▶ Exercise requirements:
Please filter the listing below and copy out the lines that hold "speed".

▶ Entries supplied:
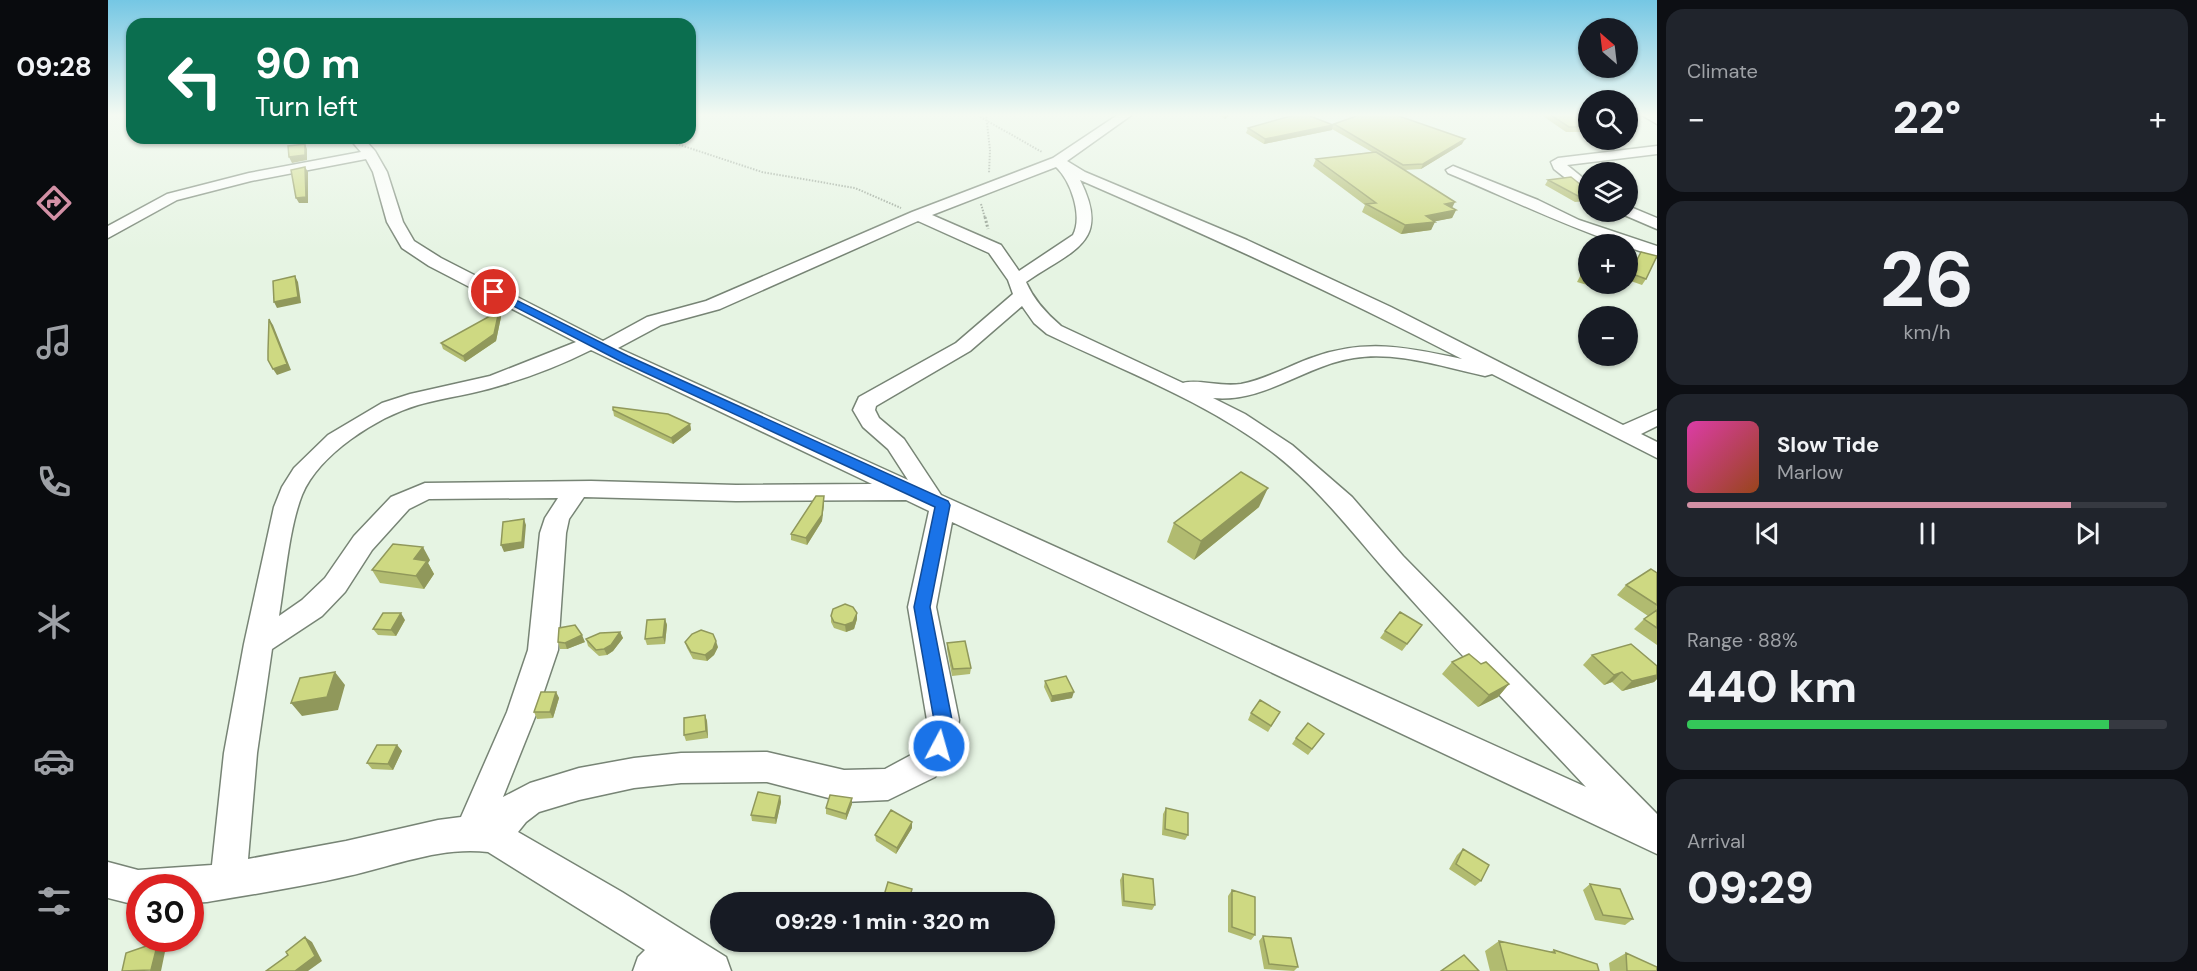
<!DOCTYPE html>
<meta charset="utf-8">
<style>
body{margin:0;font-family:"DM Sans",sans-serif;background:#20242c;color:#f1f3f6;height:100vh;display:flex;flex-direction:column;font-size:22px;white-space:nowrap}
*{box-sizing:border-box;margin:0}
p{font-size:20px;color:#9ea1a6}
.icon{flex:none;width:33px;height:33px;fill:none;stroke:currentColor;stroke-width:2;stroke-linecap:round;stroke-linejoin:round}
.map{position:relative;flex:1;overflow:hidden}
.panel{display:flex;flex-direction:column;gap:9px;padding:9px;background:#0d0f14;width:540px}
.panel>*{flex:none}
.hud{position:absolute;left:18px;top:18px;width:570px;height:126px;border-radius:18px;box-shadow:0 2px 4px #0004;background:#0b6e4f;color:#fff;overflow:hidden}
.needle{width:39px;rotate:332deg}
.controls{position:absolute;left:1470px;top:18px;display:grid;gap:12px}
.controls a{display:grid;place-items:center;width:60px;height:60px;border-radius:50%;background:#171b24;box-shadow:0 2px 4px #0004;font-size:30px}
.speed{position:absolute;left:18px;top:874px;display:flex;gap:12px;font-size:30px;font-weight:700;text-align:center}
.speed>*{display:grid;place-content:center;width:78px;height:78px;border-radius:50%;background:#171b24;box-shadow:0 2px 4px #0004;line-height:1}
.speed .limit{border:9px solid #d22;background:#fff;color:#111}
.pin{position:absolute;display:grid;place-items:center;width:51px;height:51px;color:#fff;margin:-26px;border:3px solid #fff;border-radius:50%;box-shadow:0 2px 6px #0007}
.me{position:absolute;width:66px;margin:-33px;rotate:6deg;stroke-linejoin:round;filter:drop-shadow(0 0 4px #0008)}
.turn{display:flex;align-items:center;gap:21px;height:126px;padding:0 30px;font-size:27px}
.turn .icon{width:78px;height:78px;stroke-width:2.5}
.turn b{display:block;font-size:42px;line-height:51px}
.big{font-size:45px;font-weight:800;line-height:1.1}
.panel .widget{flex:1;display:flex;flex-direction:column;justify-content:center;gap:9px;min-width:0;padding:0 21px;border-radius:18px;background:#20242c}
.panel .dial{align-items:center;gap:0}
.dial b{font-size:78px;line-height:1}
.song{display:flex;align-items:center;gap:18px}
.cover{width:72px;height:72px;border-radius:9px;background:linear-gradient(135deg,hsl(320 70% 55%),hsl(20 70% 35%))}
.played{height:6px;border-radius:3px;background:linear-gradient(90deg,#d290a5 80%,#363941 80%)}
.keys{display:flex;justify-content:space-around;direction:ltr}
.heat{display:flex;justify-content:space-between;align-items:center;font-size:33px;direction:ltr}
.charge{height:9px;border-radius:4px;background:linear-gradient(90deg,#34c759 88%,#363941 0)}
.trip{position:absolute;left:602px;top:892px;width:345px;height:60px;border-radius:30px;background:#171b24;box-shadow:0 2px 4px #0004;font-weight:800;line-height:60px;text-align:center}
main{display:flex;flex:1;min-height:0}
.dock{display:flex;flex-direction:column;width:108px;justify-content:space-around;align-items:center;background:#090b0e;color:#9ea1a6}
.dock .icon{width:42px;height:42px}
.dock .on{color:#d290a5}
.dock b{font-size:27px;color:#f1f3f6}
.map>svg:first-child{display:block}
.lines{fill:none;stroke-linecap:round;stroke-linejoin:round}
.minor-casing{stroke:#778475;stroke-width:3}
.path-far1{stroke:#949f92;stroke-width:2;stroke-dasharray:1.5 1.5;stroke-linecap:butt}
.path{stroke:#949f92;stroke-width:3;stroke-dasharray:2 2;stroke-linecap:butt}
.minor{fill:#fff;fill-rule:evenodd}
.wall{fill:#b1bb70}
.shaded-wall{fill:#90985b}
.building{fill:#ced982;stroke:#90985b;stroke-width:1.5}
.route{fill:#1a73e8;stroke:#114b97;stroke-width:1.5}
</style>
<main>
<nav class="dock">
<b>09:28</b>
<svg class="icon on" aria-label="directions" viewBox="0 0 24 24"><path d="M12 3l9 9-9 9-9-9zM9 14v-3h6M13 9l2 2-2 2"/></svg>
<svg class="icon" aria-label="music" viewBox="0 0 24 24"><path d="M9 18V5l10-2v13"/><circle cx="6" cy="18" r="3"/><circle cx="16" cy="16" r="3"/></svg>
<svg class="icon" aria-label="phone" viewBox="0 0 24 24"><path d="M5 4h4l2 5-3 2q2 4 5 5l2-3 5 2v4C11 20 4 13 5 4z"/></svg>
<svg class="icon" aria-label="climate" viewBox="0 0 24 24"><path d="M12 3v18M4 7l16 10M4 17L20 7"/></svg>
<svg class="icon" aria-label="car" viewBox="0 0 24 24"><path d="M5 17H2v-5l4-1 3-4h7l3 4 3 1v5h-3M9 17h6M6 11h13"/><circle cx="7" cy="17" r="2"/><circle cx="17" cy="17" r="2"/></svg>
<svg class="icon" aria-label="filters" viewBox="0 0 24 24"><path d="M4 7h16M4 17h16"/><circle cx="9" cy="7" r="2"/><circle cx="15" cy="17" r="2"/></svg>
</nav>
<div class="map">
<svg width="1549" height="971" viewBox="0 0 1549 971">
<rect width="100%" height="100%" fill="#e6f4e3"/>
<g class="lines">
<defs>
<path id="minor" d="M1011,114H1025L959,161L977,172L1139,240L1283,307L1515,425L1549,410V426L1533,434L1549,442V458L1384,374L1377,376C1335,367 1289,351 1246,358C1198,365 1156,403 1105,398L1137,414L1184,445L1244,497L1295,556L1549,814V854L844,522L828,607L851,720L847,746L842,756L827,777L780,800L736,802L659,782L573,783L526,788L471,800L431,812L418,822L410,832L514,892L618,957L623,971H525L530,957L537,950L380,852C333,846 285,866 240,876C193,887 146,894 99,902L82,903V888H32V906L0,898V862L30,870L104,865L116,753L136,644L166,507L174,487L186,468L220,435L274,403L302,394L382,376L468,342L321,266L294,248L279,222L265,172L258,159L143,181L69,200L0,238V226L59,194L141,173L253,152L241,138H255L267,151L279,172L295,222L306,241L333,258L495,341L539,317L598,301L804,212L945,158ZM948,167C963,181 975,216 965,235L911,271L893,245L824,215ZM972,180C1101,236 1229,294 1354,359C1302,348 1259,338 1206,357C1182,365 1159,379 1133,384C1112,387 1091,379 1075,383L953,326C938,313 926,300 918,282C964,250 1004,243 972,180ZM810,221L881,253L900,280L905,294L848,343L751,397L745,410L755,427L780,449L800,480L510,348L553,325L612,309ZM914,306L926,323L939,334C1016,371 1100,402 1168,455C1210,488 1242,530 1277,570C1342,644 1411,715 1478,787L833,495L796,439L771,418L767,410L768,406L862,351ZM483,350L764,484L628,485L483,481L317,483L283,497L246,536L217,578L194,600L171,616C177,580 181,528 194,495C211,454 269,417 310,405C338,397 367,394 394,385C425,376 455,364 483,350ZM476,497L628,501L798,500L821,511L800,607L819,720L816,740L803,755L777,769L736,770L659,752L573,753L526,758L471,768L422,783L395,797L429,712L450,650L458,533L461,519ZM450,498L437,518L432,533L420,650L399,712L353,817L330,820L238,841L140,859L149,753L164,649L214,616L237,592L264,550L301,509L321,499Z
M1532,114L1549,115V124Z
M1549,146V154L1459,165L1480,182V193L1475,192L1446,169L1443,162L1450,158Z
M1345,166L1430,200L1471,220L1549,246V257L1520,247V244H1511C1453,224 1397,197 1340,173L1338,170Z
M1520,206L1549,218V229L1514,214L1513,212H1520Z"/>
</defs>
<use href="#minor" class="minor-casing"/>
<path class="path-far1" d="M867,114L934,152
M878,114L882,150L881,173
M551,138L654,172L747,188L793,208
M873,204L877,218"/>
<path class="path" d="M877,217L880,229"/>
<use href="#minor" class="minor"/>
</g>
<path class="wall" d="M1109,114H1123L1117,119Z
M1432,114H1480V132H1458Z
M1226,124L1354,144L1313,169L1296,170L1344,208L1348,210L1344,218L1327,221L1323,230L1293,234L1254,212L1257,205L1205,166L1208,159L1264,152L1224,129Z
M1225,125L1224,130L1156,144L1138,133L1140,128Z
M1440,180L1480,189V201L1467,202L1437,185Z
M1533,252L1538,279L1534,285L1520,280V276Z
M1480,261V284H1488L1486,287L1469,282Z
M393,317L388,341L357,362L335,349L333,343Z
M505,410L582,424L583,430L565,444L506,416Z
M716,503L714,521L699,545L683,540V534Z
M1151,507L1086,560L1059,542L1066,523Z
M322,560L320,563L326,574L316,589L272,583L264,570Z
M1549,573V645L1526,629L1536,619L1540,616L1509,595L1518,585Z
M723,616L749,619L746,629L738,632L726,628L723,622Z
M557,619L559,625L557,644L539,645L537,639Z
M297,620L288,636L270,635L265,629Z
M1314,625L1294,651L1272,638L1277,631Z
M512,632L515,638L505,651L499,655L491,656L480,646L478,639Z
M450,642H477L459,649H452Z
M577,642L610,647L606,655L599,661L585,659L579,648Z
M839,643L863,668L862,674L844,676L839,649Z
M1484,655L1549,666V679L1546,682L1514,691L1504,682L1496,685L1475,665Z
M1344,662L1401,684L1390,697L1370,707L1334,674Z
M937,681L964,698L943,702L936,687Z
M448,692L451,698L445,718L429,719L426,712Z
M1172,712L1160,732L1140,720L1143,713Z
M597,715L599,721L600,738L578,741L576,735Z
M1216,734L1200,755L1184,744L1188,738Z
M289,745L294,751L285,770L264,769L259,763Z
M672,796L673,802L668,824L644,821L643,815Z
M744,804L738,820L718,814V808Z
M1058,808L1080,835L1077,840L1054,835L1055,814Z
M804,828L788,854L768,841L767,835Z
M1355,849L1373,881L1367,886L1341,869L1349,855Z
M1015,874L1047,905L1044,910L1014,906L1012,880Z
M1482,884L1525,919L1517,925L1487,920L1475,890Z
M1124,890L1147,935L1143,940L1120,932V896Z
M1155,936L1190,967L1186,971L1156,969L1151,941Z
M1391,941L1442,952L1446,950L1491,971H1382L1377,951Z
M1518,953L1549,971H1502L1501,963Z"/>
<path class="shaded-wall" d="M1118,114H1123L1117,119Z
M1225,125L1224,130L1156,144L1157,139Z
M1357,139L1354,144L1313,169L1315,164Z
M197,144L199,149V160L184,163L181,157Z
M197,167L200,172V203H191L188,198Z
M1347,202L1343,210L1337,204Z
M1348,210L1344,218L1324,222H1327L1323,230L1293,234L1297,225L1318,216Z
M187,276L190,282L193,303L169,308L166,302Z
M391,311L393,317L388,341L357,362L355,356Z
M161,319L165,325L183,370L169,375L165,369Z
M582,424L583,430L565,444L563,438Z
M1160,488L1151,507L1086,560L1093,541Z
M716,496V503L714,521L699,545L698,538Z
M416,519L418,525L416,548L396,552L393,545Z
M315,547L322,560L320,563L326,574L316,589L308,576L306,559Z
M293,613L297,620L288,636L283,630Z
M749,613V619L746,629L738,632L737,625Z
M557,619L559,625L557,644L555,637Z
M512,632L515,638L505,651L499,655L496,649Z
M474,635L477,642L459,649L457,643Z
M608,641L610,647L606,655L599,661L597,655Z
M227,672L237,685L230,710L194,716L183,703Z
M1514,672L1504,682L1496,685L1506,675Z
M1549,675V679L1546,682L1514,691L1524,681Z
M1401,684L1390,697L1370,707L1381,695Z
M448,692L451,698L445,718L442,712Z
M966,692L964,698L943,702L944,696Z
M597,715L599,721L600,738L598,731Z
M289,745L294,751L285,770L280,764Z
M672,796L673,802L668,824L667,818Z
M744,798V804L738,820V814Z
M804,822V828L788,854L789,848Z
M197,937L204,942L214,961L200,971H187Z
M50,942L58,947L53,971H42Z"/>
<path class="building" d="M1190,114H1197L1225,125L1157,139L1140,128Z
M1254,114H1285L1357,139L1315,164L1295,165L1226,124Z
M1441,114H1480V127H1461Z
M197,144V155L181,157L180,146Z
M1268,152L1347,202L1337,204L1348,210L1318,216L1327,222L1297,225L1258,204L1268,203L1208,159Z
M197,167L198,197L188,198L183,170Z
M1463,177L1477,188L1480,189V196H1470L1440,180Z
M1533,252L1549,256L1538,279L1522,273Z
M1480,262V278L1473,276Z
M187,276L190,297L166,302L165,281Z
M391,311L386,334L355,356L333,343Z
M161,319L179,364L165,369L160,360V351Z
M505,407L560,414L582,424L563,438L505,410Z
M1133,472L1160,488L1093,541L1066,523Z
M708,496H716L714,515L698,538L683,534Z
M416,519L414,542L393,545L395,522Z
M285,544L315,547L306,559L319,561L308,576L264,570Z
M1543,569L1549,573V605L1518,585Z
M737,604L745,607L749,613L745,622L737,625L726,622L723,616L725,609Z
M1549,610V628L1536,619Z
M1292,612L1314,625L1299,644L1277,631Z
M275,613H293L283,630L265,629Z
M557,619L555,637L537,639L539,620Z
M467,625L474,635L457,643L450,642L451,628Z
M593,630L605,634L608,641L605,649L597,655L583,652L577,642L584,634Z
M512,632L503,645L496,649L488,650L478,639L492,633Z
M857,641L863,668L845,669L839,643Z
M1523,644L1549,666V675L1524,681L1514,672L1506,675L1484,655Z
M1361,654L1373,664L1378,662L1401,684L1381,695L1344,662Z
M227,672L219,697L183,703L192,678Z
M958,676L966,692L944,696L937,681Z
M433,692H448L442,712H426Z
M1152,700L1172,712L1163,726L1143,713Z
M597,715L598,731L576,735V718Z
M1200,723L1216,734L1204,749L1188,738Z
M269,745H289L280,764L259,763Z
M650,792L672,796L667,818L643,815Z
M722,795L744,798L738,814L718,808Z
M1058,808L1080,813V835L1057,829Z
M783,810L804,822L789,848L767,835Z
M1355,849L1381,865L1373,881L1348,864Z
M1015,874L1045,879L1047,905L1016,901Z
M780,882L804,889L800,903H777L774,902Z
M1482,884L1512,889L1525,919L1495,915Z
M1124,890L1147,897V935L1124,927Z
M1155,936L1183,938L1190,967L1161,964Z
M197,937L207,956L187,971H158L180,955L178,952Z
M1391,941L1447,953L1446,950L1489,964L1491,971H1399Z
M50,942L43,970L14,971L18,953Z
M1518,953L1549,967V971H1519Z
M1356,955L1371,971H1333Z"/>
<linearGradient id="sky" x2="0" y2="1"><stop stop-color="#75c7e4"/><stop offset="0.46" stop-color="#f4faf2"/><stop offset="1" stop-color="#f4faf2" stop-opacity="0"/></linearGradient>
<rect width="1549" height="250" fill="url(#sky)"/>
<path class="route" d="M386,289L520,356L840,501L842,505L822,607L844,720L837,751L831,754L825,751L822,746L826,720L806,607L827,507L512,361L382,294V290Z"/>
</svg>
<div class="controls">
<a><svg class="needle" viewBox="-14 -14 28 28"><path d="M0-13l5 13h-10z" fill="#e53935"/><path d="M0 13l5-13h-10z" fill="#9ea1a6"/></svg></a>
<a><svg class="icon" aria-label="search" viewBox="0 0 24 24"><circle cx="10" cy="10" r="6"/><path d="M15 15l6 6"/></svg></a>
<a><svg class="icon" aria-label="layers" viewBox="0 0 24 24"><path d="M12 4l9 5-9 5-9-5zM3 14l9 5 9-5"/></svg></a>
<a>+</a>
<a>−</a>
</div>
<div class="speed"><div class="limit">30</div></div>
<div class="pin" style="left:386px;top:292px;background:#d93025"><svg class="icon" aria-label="arrive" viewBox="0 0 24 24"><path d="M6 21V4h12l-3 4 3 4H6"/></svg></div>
<svg class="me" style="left:831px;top:746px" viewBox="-20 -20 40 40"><circle r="17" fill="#1a73e8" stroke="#fff" stroke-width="3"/><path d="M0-11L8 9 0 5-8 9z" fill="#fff"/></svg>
<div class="trip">09:29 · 1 min · 320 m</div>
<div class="hud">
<div class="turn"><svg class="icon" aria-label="left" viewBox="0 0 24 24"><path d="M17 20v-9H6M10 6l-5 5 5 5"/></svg><div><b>90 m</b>Turn left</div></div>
</div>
</div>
<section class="panel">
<div class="widget"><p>Climate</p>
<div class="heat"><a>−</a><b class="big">22°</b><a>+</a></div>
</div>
<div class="widget dial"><b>26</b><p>km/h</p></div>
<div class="widget">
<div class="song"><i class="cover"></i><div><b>Slow Tide</b><p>Marlow</p></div></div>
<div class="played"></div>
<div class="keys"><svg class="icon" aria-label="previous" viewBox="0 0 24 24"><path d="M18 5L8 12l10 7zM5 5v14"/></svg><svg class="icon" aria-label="pause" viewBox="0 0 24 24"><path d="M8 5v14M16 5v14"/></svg><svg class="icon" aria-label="next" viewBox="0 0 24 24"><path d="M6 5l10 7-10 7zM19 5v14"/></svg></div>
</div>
<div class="widget"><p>Range · 88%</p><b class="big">440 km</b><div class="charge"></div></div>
<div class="widget"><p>Arrival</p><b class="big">09:29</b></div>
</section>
</main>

▶ Answer box:
.speed{position:absolute;left:18px;top:874px;display:flex;gap:12px;font-size:30px;font-weight:700;text-align:center}
.speed>*{display:grid;place-content:center;width:78px;height:78px;border-radius:50%;background:#171b24;box-shadow:0 2px 4px #0004;line-height:1}
.speed .limit{border:9px solid #d22;background:#fff;color:#111}
<div class="speed"><div class="limit">30</div></div>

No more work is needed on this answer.